One can’t help but wonder whether Dom Pérignon’s cellar masters had a slightly easier run of it for the 2002 harvest, given its unexpectedly perfect weather: a warm, dry spring and a summer of long sunny stretches. Or perhaps that piled the pressure on – it is still reverentially referred as one of the best years for champagne out of the past three decades, even with the heavy rains that fell in late August and early September.
Nonetheless, such was the quality of their Vintage 2002 that Dom Pérignon decided to go one step further by committing to a second plénitude – a process where a small portion of their prized vintage is taken aside for extra maturation. “You have a magical transformation: a transfer of the energy from the yeast to the wine,” Araud explained. “The extra time with the yeast allows us to go deeper, wider, and longer, with more intensity. We extract a little more of the wine’s soul.”

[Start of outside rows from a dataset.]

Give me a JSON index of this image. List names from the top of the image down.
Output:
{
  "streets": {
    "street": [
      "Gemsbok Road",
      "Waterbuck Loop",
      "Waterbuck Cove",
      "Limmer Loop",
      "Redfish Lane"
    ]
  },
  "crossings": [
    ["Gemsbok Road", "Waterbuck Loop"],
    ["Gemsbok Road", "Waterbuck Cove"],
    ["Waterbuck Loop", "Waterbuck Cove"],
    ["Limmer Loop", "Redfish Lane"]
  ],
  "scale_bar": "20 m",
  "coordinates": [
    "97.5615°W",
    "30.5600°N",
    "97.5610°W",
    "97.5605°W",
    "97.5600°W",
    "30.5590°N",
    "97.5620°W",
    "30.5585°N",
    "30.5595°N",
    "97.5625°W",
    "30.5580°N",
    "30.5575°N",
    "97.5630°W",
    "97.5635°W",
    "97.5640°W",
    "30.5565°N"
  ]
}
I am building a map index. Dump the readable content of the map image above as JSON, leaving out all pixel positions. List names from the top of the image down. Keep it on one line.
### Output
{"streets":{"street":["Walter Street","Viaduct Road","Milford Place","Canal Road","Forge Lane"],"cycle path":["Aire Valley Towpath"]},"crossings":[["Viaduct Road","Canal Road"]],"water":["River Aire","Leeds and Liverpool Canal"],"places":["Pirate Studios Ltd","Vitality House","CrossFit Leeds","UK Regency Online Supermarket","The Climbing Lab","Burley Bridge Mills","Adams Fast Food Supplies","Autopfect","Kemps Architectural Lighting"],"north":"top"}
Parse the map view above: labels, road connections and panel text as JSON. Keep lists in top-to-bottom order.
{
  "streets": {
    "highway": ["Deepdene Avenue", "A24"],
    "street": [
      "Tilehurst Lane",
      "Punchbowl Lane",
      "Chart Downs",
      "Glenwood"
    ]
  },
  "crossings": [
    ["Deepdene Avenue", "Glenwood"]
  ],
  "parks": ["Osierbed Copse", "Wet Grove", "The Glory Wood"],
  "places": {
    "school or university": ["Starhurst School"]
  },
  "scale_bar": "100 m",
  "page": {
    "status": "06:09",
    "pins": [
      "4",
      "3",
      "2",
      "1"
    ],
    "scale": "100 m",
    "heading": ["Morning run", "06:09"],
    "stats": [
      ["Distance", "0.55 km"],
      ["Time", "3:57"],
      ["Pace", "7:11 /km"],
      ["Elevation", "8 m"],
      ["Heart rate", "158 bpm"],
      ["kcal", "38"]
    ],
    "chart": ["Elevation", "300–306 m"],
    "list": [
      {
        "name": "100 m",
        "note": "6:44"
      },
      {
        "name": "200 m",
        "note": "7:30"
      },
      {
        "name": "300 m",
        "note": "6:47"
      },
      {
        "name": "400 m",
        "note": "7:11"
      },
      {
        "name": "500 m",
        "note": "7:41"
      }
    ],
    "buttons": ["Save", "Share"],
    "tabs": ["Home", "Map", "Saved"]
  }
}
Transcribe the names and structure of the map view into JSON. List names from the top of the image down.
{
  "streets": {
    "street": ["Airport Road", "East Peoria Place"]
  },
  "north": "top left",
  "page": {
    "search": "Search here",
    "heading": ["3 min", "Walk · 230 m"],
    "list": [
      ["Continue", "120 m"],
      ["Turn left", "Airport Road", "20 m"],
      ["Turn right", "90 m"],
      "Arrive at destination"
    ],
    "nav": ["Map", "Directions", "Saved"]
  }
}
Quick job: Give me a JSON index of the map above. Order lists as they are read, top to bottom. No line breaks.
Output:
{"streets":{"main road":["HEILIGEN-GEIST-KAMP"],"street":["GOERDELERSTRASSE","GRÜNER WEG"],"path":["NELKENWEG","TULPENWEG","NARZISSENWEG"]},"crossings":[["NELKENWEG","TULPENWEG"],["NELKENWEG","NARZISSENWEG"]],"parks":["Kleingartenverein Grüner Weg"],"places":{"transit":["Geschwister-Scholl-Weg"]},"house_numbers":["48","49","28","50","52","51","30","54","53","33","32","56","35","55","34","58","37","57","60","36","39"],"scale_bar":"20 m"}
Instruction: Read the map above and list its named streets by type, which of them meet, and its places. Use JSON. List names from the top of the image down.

A lengthy elaboration has brought forth a voluptuous mouthfeel and a certain dynamism – or what Darren Chin, Chef Ambassador of Dom Pérignon, identified as “tension relating to taste and the winemaking process – something you look for in a great wine”. On hand to complete a tasting masterclass at Colony, Chin partnered with T’lur Caviar to conduct a demonstration of how to extract caviar from a live sturgeon, emphasising just how well the Vintage 2002 Plénitude 2 works with rich, salty notes.
Serving canapés made a la minute such as sturgeon carpaccio, chayote spaghetti with sturgeon collagen, and salted caramel chocolate bon-bons with Amur caviar, he praised the champagne’s freshness and lingering finish. “It’s full of youthfulness but has an age of 17 years old: this is the real meaning of what Plénitude 2 represents. There is a Plénitude 3, in fact, which is a much older vintage – but perhaps we can talk about at the next launch, if the Maison is feeling generous!”